== SUPPLIED MATERIAL ==

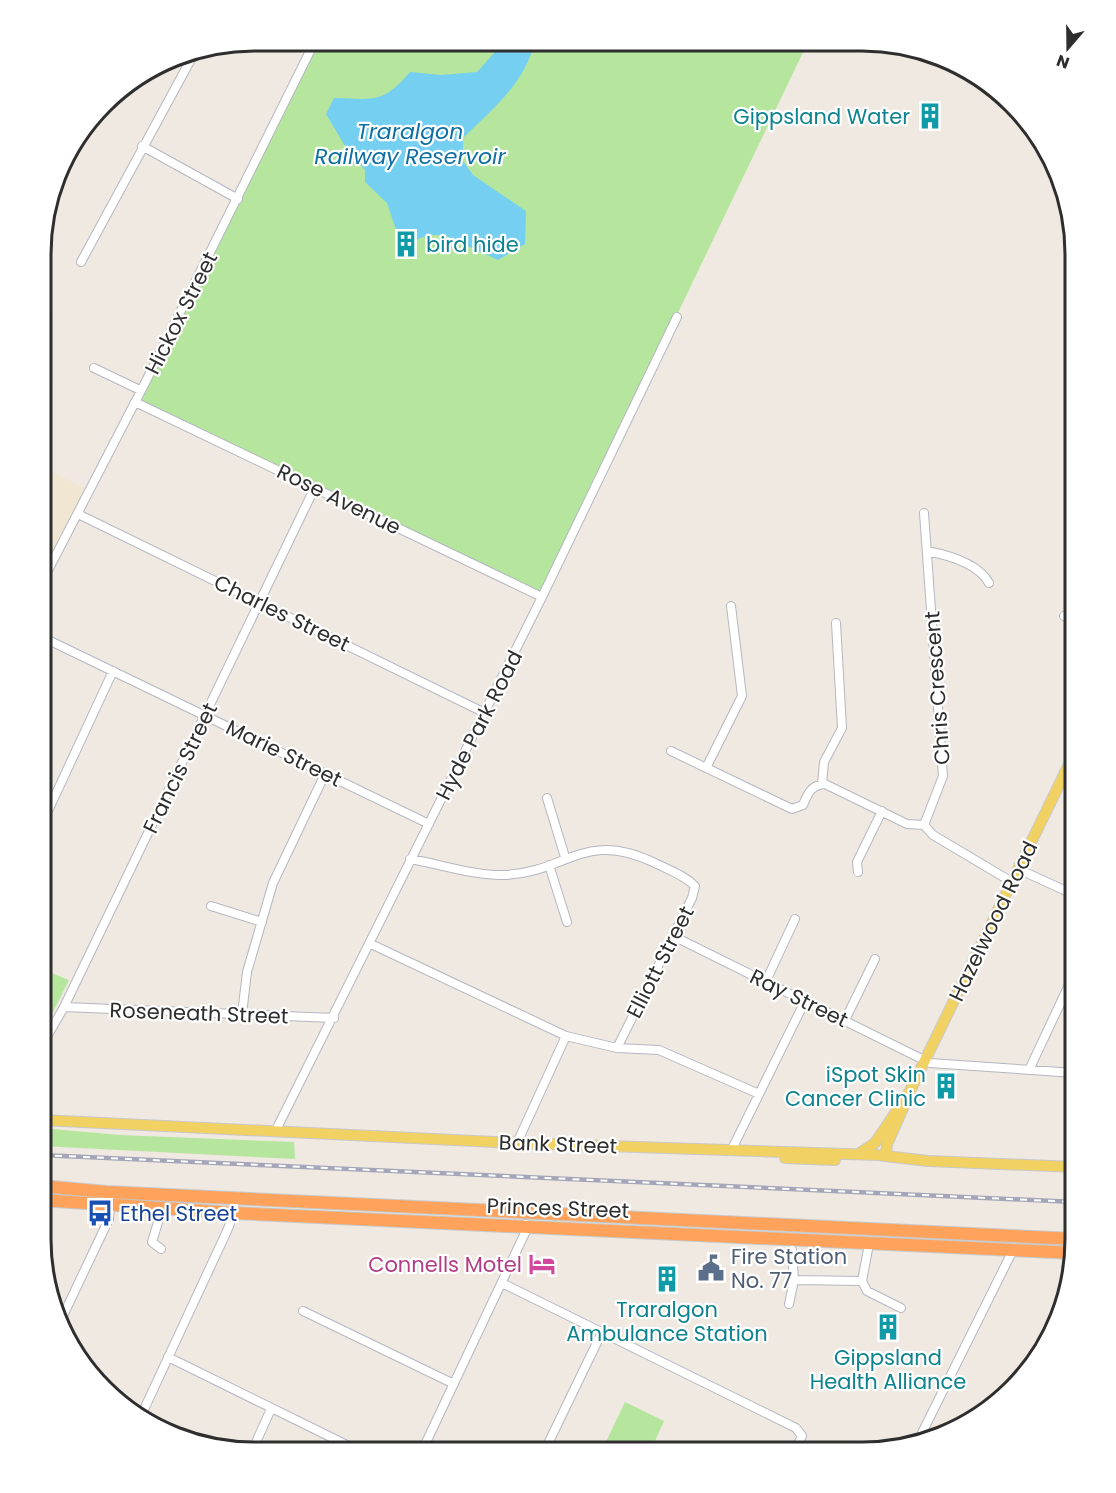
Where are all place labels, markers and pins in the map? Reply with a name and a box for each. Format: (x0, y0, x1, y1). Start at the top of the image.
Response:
building icon: Gippsland Water (915, 101, 945, 131)
place label: Gippsland Water (733, 102, 910, 131)
building icon: bird hide (391, 229, 421, 259)
place label: bird hide (426, 230, 519, 259)
place label: iSpot Skin Cancer Clinic (785, 1060, 926, 1113)
building icon: iSpot Skin Cancer Clinic (931, 1071, 961, 1101)
bus stop icon: Ethel Street (85, 1198, 115, 1228)
place label: Ethel Street (120, 1199, 237, 1228)
place label: Fire Station No. 77 (731, 1242, 847, 1295)
hotel icon: Connells Motel (527, 1249, 557, 1279)
place label: Connells Motel (368, 1250, 522, 1279)
public building icon: Fire Station No. 77 (696, 1253, 726, 1283)
building icon: Traralgon Ambulance Station (652, 1264, 682, 1294)
place label: Traralgon Ambulance Station (566, 1295, 768, 1348)
building icon: Gippsland Health Alliance (873, 1312, 903, 1342)
place label: Gippsland Health Alliance (810, 1343, 966, 1396)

===

Go through the listing and restate each line word for word, leaving out the pictures.

> SOLUTION FOR THIS TASK
Where are all place labels, markers and pins in the map? Reply with a name and a box for each. Format: (x0, y0, x1, y1). Start at the top of the image.
Response:
building icon: Gippsland Water (915, 101, 945, 131)
place label: Gippsland Water (733, 102, 910, 131)
building icon: bird hide (391, 229, 421, 259)
place label: bird hide (426, 230, 519, 259)
place label: iSpot Skin Cancer Clinic (785, 1060, 926, 1113)
building icon: iSpot Skin Cancer Clinic (931, 1071, 961, 1101)
bus stop icon: Ethel Street (85, 1198, 115, 1228)
place label: Ethel Street (120, 1199, 237, 1228)
place label: Fire Station No. 77 (731, 1242, 847, 1295)
hotel icon: Connells Motel (527, 1249, 557, 1279)
place label: Connells Motel (368, 1250, 522, 1279)
public building icon: Fire Station No. 77 (696, 1253, 726, 1283)
building icon: Traralgon Ambulance Station (652, 1264, 682, 1294)
place label: Traralgon Ambulance Station (566, 1295, 768, 1348)
building icon: Gippsland Health Alliance (873, 1312, 903, 1342)
place label: Gippsland Health Alliance (810, 1343, 966, 1396)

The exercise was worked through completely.